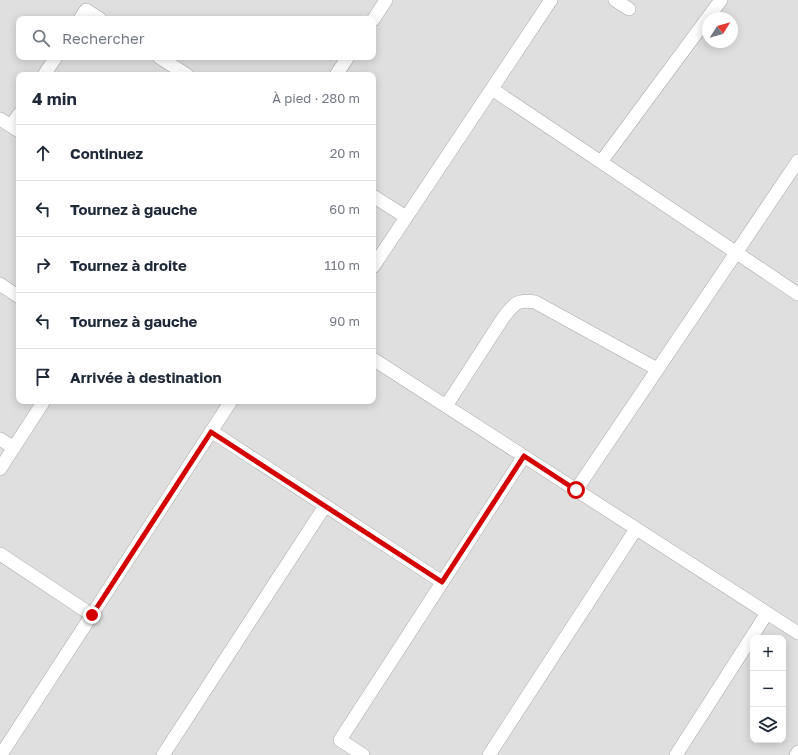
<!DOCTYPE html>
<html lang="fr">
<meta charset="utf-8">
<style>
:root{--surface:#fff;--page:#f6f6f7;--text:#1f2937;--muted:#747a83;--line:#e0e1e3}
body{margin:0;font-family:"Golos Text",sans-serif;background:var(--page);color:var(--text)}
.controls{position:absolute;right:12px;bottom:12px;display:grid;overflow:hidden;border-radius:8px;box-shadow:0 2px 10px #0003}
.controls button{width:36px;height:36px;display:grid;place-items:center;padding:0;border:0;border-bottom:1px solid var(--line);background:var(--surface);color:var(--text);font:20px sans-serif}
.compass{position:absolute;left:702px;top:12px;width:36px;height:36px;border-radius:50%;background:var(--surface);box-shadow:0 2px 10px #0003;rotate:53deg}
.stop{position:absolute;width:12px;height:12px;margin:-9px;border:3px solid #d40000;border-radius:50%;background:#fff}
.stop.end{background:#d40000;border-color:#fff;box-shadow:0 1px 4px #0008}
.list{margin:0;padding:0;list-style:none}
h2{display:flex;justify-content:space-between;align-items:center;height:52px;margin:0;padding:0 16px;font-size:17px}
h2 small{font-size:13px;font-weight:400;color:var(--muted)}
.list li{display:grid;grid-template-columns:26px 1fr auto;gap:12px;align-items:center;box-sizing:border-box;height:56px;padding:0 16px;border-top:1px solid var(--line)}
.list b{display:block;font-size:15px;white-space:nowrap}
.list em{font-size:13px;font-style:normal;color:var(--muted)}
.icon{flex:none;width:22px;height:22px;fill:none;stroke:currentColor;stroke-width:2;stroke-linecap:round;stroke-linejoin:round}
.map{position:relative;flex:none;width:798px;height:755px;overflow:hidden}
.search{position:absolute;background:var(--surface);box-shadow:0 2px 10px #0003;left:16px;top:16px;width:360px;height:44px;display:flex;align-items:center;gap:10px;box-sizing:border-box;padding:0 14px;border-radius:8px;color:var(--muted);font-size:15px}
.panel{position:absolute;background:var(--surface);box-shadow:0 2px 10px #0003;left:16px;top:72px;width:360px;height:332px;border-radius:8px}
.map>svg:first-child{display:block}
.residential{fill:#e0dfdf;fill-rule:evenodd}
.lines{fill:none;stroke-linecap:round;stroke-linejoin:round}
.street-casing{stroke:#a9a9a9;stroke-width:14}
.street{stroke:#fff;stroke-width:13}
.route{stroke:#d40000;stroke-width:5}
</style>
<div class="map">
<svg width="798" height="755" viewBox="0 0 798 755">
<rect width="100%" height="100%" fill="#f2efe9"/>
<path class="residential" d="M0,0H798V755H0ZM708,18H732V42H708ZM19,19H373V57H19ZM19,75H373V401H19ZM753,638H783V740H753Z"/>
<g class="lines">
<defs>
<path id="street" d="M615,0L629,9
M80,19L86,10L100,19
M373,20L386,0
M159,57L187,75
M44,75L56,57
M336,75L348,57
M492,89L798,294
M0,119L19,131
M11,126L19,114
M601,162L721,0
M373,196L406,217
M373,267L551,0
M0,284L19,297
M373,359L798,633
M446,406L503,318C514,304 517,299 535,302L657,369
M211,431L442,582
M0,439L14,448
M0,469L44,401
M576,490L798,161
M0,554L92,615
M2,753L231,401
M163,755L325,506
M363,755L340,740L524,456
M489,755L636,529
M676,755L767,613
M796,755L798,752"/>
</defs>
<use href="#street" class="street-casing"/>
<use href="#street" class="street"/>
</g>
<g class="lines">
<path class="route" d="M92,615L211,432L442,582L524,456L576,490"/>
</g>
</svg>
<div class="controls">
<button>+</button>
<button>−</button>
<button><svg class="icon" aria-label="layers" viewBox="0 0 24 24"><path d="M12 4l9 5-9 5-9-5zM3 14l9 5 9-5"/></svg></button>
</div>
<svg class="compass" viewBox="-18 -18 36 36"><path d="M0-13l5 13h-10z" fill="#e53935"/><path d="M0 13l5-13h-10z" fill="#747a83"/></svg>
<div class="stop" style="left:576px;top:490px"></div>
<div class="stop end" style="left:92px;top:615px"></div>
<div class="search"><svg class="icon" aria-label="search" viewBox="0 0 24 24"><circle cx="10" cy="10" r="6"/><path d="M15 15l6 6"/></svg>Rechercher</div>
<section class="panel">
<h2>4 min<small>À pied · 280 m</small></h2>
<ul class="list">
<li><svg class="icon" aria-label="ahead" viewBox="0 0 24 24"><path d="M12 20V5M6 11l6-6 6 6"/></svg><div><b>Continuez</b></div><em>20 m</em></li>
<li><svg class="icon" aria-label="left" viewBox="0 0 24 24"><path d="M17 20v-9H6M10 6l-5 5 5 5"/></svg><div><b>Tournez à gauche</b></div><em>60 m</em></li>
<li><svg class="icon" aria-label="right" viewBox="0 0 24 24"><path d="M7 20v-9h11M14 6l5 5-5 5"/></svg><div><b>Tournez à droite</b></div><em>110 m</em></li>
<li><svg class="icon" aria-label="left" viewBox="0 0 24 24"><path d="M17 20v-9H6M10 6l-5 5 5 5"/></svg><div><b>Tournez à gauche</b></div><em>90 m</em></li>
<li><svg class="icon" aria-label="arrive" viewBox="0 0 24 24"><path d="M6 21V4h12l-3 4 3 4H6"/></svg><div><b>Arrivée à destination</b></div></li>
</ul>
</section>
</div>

**Problem details:** Wherever "sans" appears in the listing, report the line it is on.

**Task solution:**
body{margin:0;font-family:"Golos Text",sans-serif;background:var(--page);color:var(--text)}
.controls button{width:36px;height:36px;display:grid;place-items:center;padding:0;border:0;border-bottom:1px solid var(--line);background:var(--surface);color:var(--text);font:20px sans-serif}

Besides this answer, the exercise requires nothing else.